[WB1] The Defector broke some news this weekend about the Houston Chronicle, which reportedly parted ways with former Texans beat report Aaron Wilson over comments he made to a Boston sports radio show about the Deshaun Watson situation. The Houston newspaper frequently serves as a Rah-RAH outlet for its institutional sources (see METRO and the Texans coverage in particular), but apparently, one CAN go too far in promoting the party line.
[WB2] Houston Public Media reports that “more people are violating felony bonds in Houston” but nobody “can agree on a solution.” Some solutions are, nonetheless, slowly moving forward in the legislature.
[WB3] Former HPD Chief Art Acevedo rightly points out that area courts need to reopen and get on with the business of delivering justice. With vaccines becoming more widely available and COVID numbers rapidly improving, there are no more excuses. Even the county judge hints that her backwards RED ALERT STAY HOME gage thingie, which the area tuned out many months ago, might soon receive an adjustment.
[WB4] The Washington Post checks in on “George Floyd’s old neighborhood (the Third Ward) and finds that things don’t seem to have improved much over the years. So strange that decades-long uninterrupted Democratic control of the city and Democratic representation of the area in Congress haven’t been able to improve matters tangibly, hrm?
[WB5] You know what the Harris County Republican Party needs a whole lot more than 10,000 enthusiastic poll watchers? More people with a clue and passion about winning elections: Good candidates and volunteers to help them (and money).
[WB6] A Chronicle report notes that the tunnel businesses under Houston’s current (during COVID) ghost of a downtown business district are facing an uncertain future.
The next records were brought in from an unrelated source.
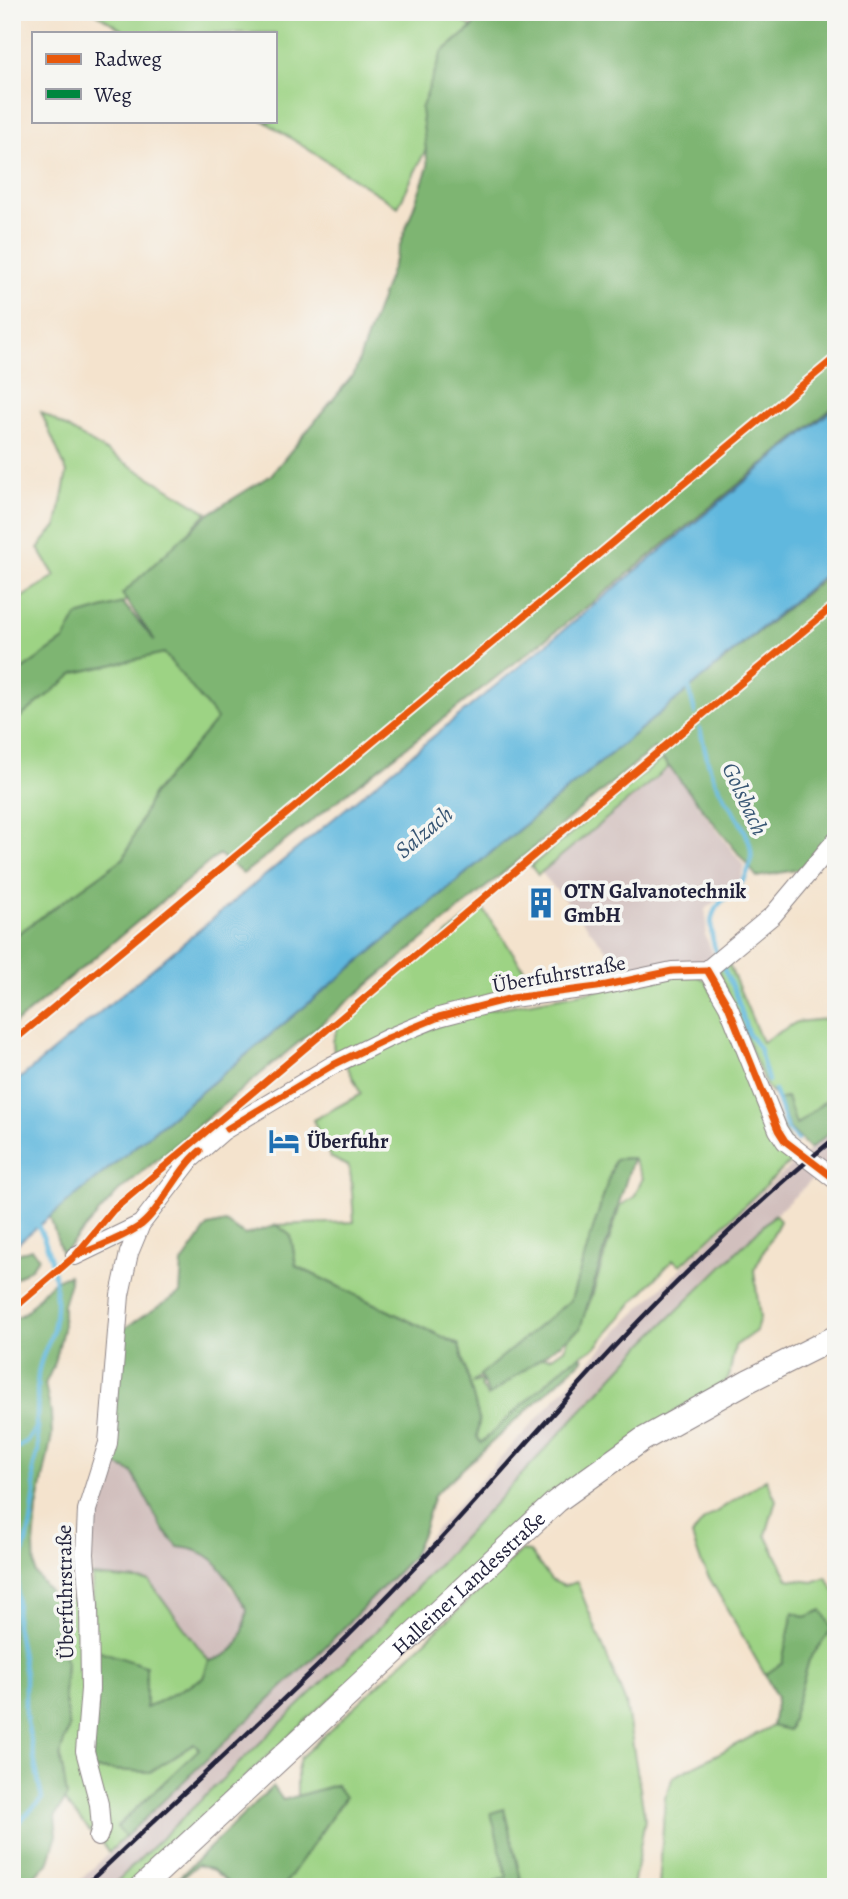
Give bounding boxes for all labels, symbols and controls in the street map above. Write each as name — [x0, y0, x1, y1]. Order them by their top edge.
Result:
legend — [32, 32, 276, 122]
text: Radweg — [94, 45, 162, 73]
text: Weg — [93, 81, 132, 109]
water label: Golsbach — [715, 757, 775, 841]
water label: Salzach — [389, 799, 459, 865]
place label: OTN Galvanotechnik GmbH — [564, 877, 746, 929]
building icon: OTN Galvanotechnik GmbH — [524, 886, 558, 920]
street label: Überfuhrstraße — [490, 949, 628, 999]
hotel icon: Überfuhr — [267, 1124, 301, 1158]
place label: Überfuhr — [307, 1127, 389, 1155]
street label: Halleiner Landesstraße — [386, 1505, 551, 1662]
street label: Überfuhrstraße — [50, 1524, 80, 1660]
Aren’t we all? (See section on Houston’s future here)
[WB7] A bill has been introduced in the state legislature that would create a regional taxing district to support a Gulf Coast storm barrier (what some call “The Ike Dike”). Hurricane Ike took place nearly 13 years ago.
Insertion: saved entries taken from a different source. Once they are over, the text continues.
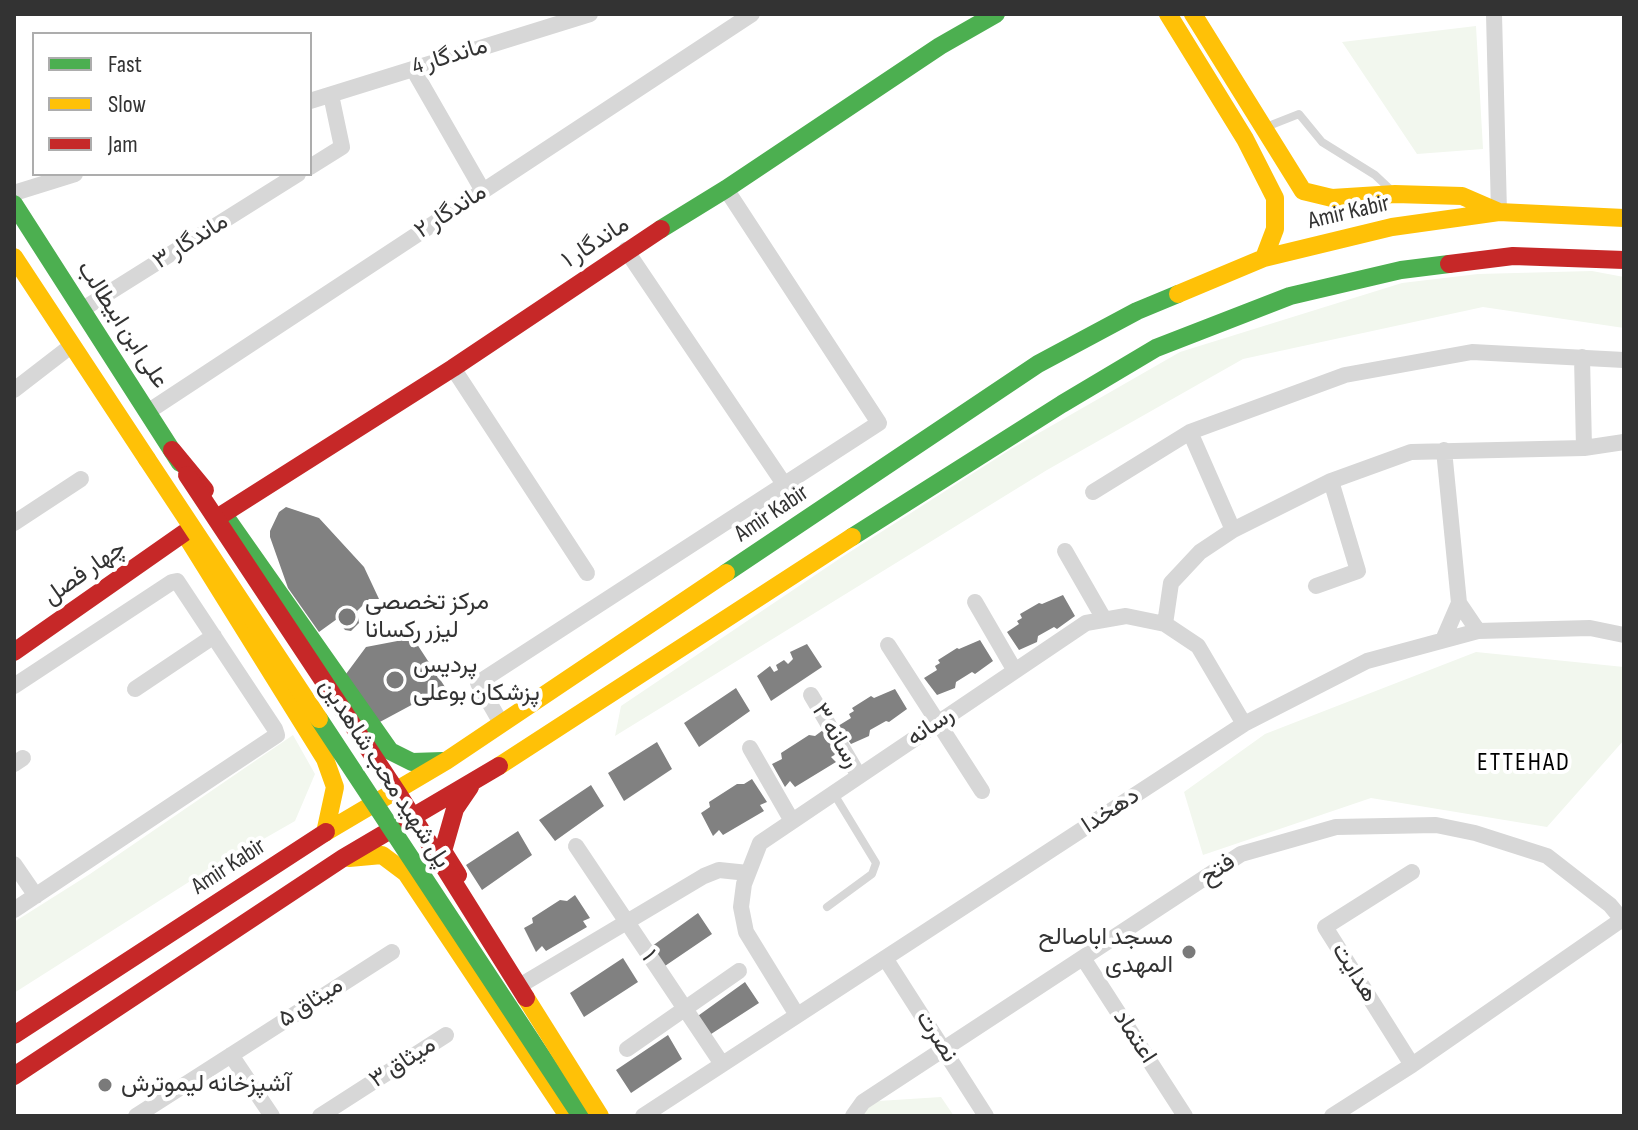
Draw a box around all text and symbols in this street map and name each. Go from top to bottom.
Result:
legend [32,32,312,176]
street label: ماندگار 4 [409,32,491,82]
text: Fast [108,50,142,79]
text: Slow [108,90,146,119]
text: Jam [108,130,138,159]
street label: ماندگار ۲ [410,178,492,246]
street label: Amir Kabir [1306,190,1392,236]
street label: ماندگار ۳ [148,208,234,276]
street label: ماندگار ۱ [557,211,635,275]
street label: علی ابن ابیطالب [70,256,174,394]
street label: Amir Kabir [730,479,814,549]
street label: چهار فصل [38,534,132,612]
place label: مرکز تخصصی لیزر رکسانا [365,589,489,645]
marker: مرکز تخصصی لیزر رکسانا [336,606,358,628]
place label: پردیس پزشکان بوعلی [413,652,540,708]
marker: پردیس پزشکان بوعلی [384,669,406,691]
street label: پل شهید محب شاهدین [312,674,456,874]
street label: رسانه ۳ [805,698,865,774]
street label: رسانه [902,701,960,753]
district label: ETTEHAD [1477,747,1571,779]
street label: دهخدا [1077,782,1145,840]
street label: Amir Kabir [187,832,271,902]
street label: فتح [1195,848,1241,892]
place label: مسجد اباصالح المهدی [1038,924,1173,980]
street label: هدایت [1325,938,1383,1008]
marker: مسجد اباصالح المهدی [1180,943,1198,961]
street label: ۱ [634,945,662,967]
street label: میثاق ۵ [273,971,349,1035]
street label: اعتماد [1106,1005,1162,1069]
street label: نصرت [909,1006,963,1068]
street label: میثاق ۳ [364,1031,442,1095]
place label: آشپزخانه لیموترش [121,1071,291,1099]
marker: آشپزخانه لیموترش [96,1076,114,1094]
[WB8] Oscar Slotboom argues at Houston Strategies that we shouldn’t view the I-45 expansion plan (which is being challenged in court by Harris County) as an expensive boondoggle that will displace neighborhoods, but rather as “a transformative urban improvement project for Houston.”
[WB9] Houston Public Media (NPR) has a relatively inexperienced reporter who apparently REALLY wanted to show that Houston has had a surge in Anti-Asian hate crime. One big problem: The data don’t show any such thing. So, rather than waste a carefully crafted narrative, Houston Public Media just moves on to the predictable “BUT” and “experts say” excuses for why the hard data should not be believed.
This is the new state of journalism.
[WB10] People will have different takeaways from these sorts of collections of vignettes that have become popular in journalism. This is one that is probably not going to make me popular: If you’re feeling sick with a potentially transmissible illness, please don’t go to work. Not now, and not post-COVID. Thanks!
[WB11] Mask theater will be continuing for the foreseeable future at Houston’s premier outdoor performing arts venue (Miller Outdoor Theater), even though there’s not much reason to believe that COVID-19 is easily transmissible in outdoor settings.